I don’t think it can… My recollection is that in Swift the subscript operator (`arr[2]` in this case) can refer to the setter xor the getter, but not both within the same statement. If that’s correct, for there to be a value to pass to the function, `arr[2]` must be referring to the getter version, which means that there’s no setter to update the value when `foo` returns.

I am not a Swift guru, but I think the problem in this example is that there’s a sort of race condition in that last post-return stage: the function has returned new values for both `arr` and arr[2]`, both of which get stored back where they came from, but the ordering is significant because arr[2] will have a different value depending on which of those assignments happens first.

This smells like those C bugs where the result of an expression depends on the order in which subexpressions are evaluated — something like “x = i + (i++)”. The C standard formally declares this as undefined behavior.

The part I’m still confused by is how `acopy` got modified within the `foo` function, since it’s declared as `let`. After staring at this for a while longer, I’m forced to conclude that the compiler decided it could optimize the `b` parameter by actually passing a pointer to the Int and modifying it directly, and that this has the side effect of modifying the Array object that `acopy` is pointing to, even though it’s supposed to be immutable.

In other words, this looks like a compiler bug. I can reproduce it with Swift 2.2 (which is what my `swift` CLI tool says it is, even though I have Xcode 7.3.1 and I thought that was Swift 2.3?)
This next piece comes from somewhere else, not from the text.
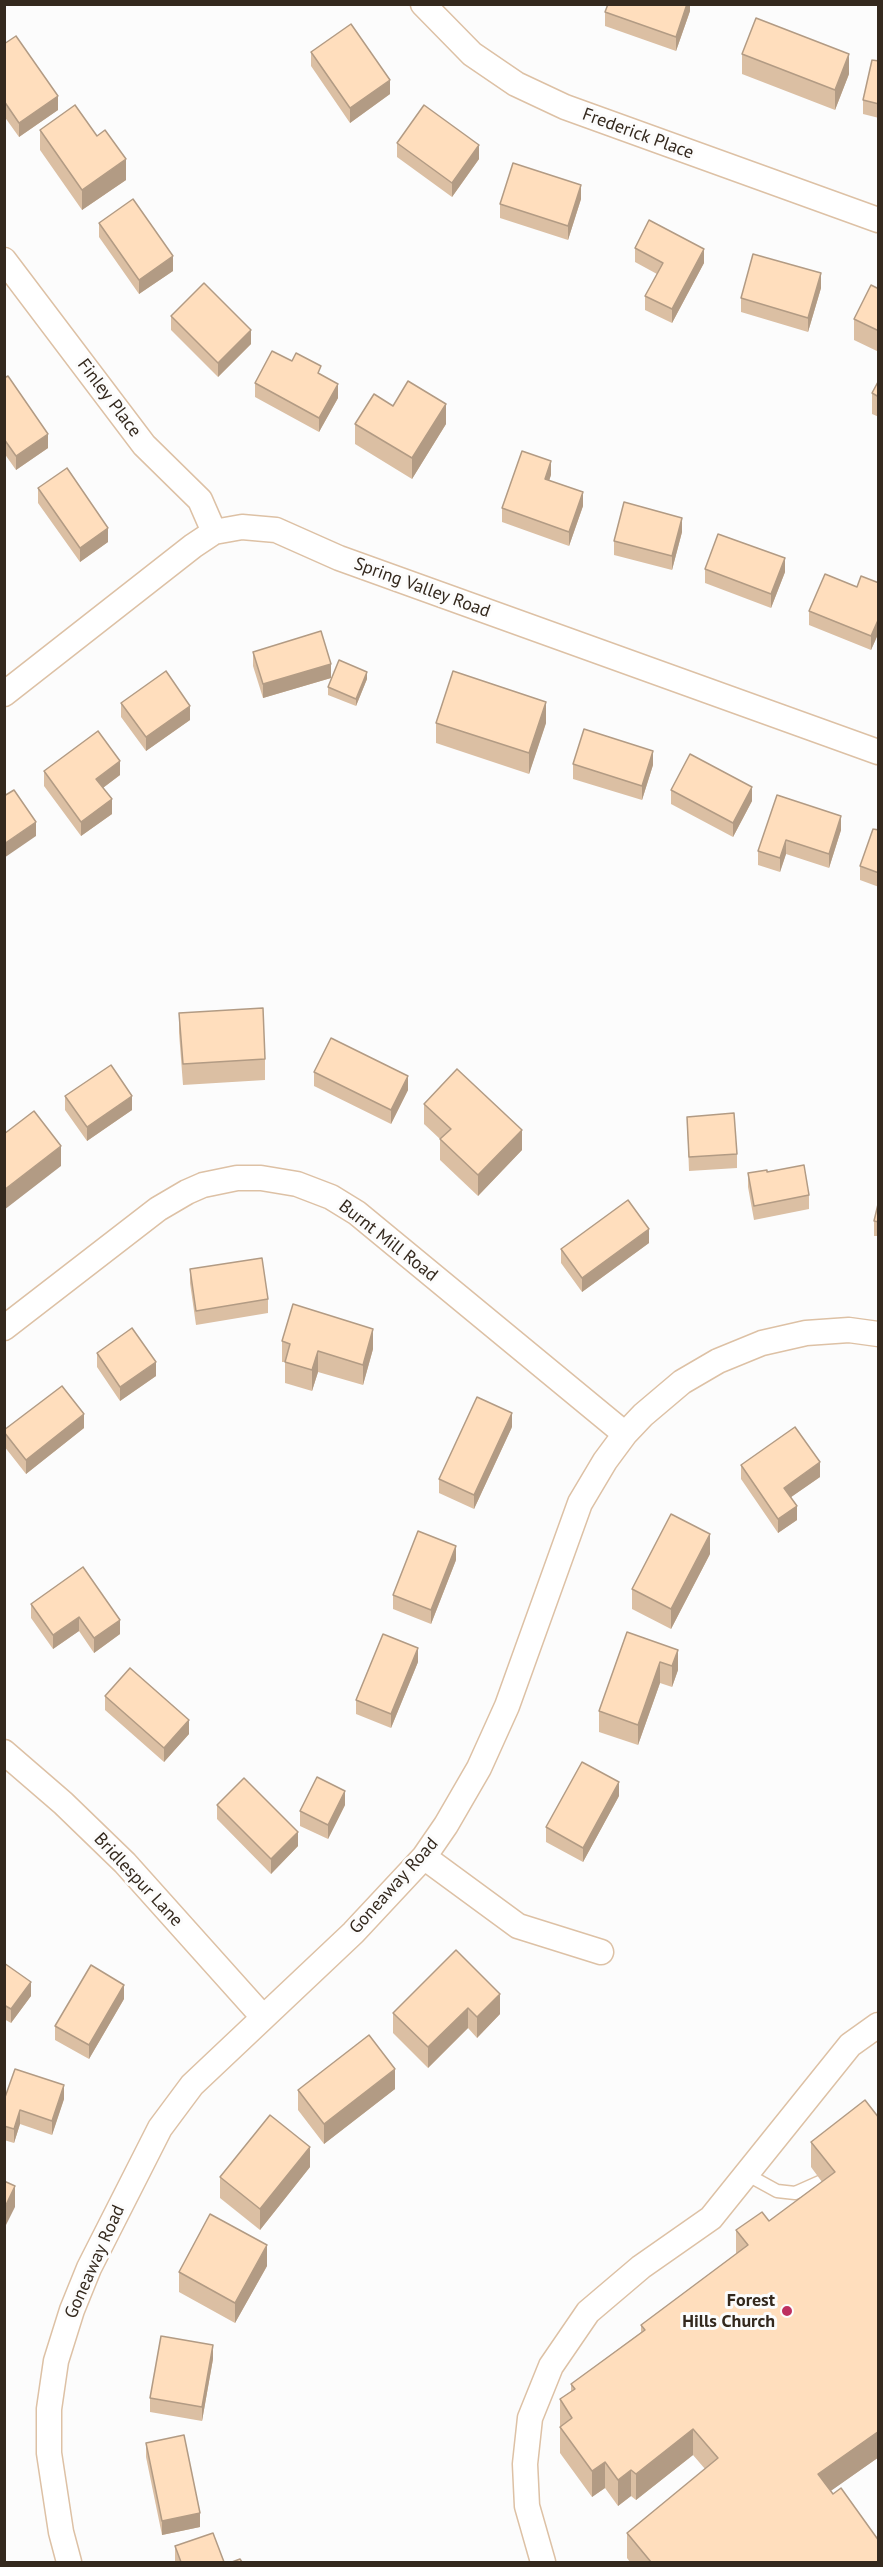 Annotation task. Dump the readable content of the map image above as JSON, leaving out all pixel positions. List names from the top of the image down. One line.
{"streets":{"street":["Frederick Place","Finley Place","Spring Valley Road","Burnt Mill Road","Bridlespur Lane","Goneaway Road"]},"crossings":[["Finley Place","Spring Valley Road"],["Burnt Mill Road","Goneaway Road"],["Bridlespur Lane","Goneaway Road"]],"places":["Forest Hills Church"]}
Ah… I see what you mean about a `let` getting modified now… My mistake, I thought you were wondering why `arr` wasn’t `[4, 5, 99]` after foo returned. Yeah, I’m not sure about what’s happening within `foo`... Maybe someone who knows more will come along and provide an explanation, but at the moment I’m inclined to agree — both that you’ve found a bug, and with your guess and to how it’s happening.

- Dave Sweeris

···

On Jun 11, 2016, at 3:36 PM, Jens Alfke <jens@mooseyard.com> wrote:

On Jun 11, 2016, at 11:57 AM, David Sweeris via swift-users <swift-users@swift.org <mailto:swift-users@swift.org>> wrote:

6

Hi,

I think what you said is correct. However, it is not a bug. We can't pass two inout arguments that alias each other because then the behaviour is undefined. It is documented in the Swift book somewhere.

Loïc

···

Sent from my iPad

On Jun 11, 2016, at 10:36 PM, Jens Alfke via swift-users <swift-users@swift.org> wrote:

On Jun 11, 2016, at 11:57 AM, David Sweeris via swift-users <swift-users@swift.org> wrote:

You can’t pass a `let` as an `inout` argument. I’d guess that’s what’s happening is the `arr[2]` part is creating a temporary var to which the `&` part then provides a reference.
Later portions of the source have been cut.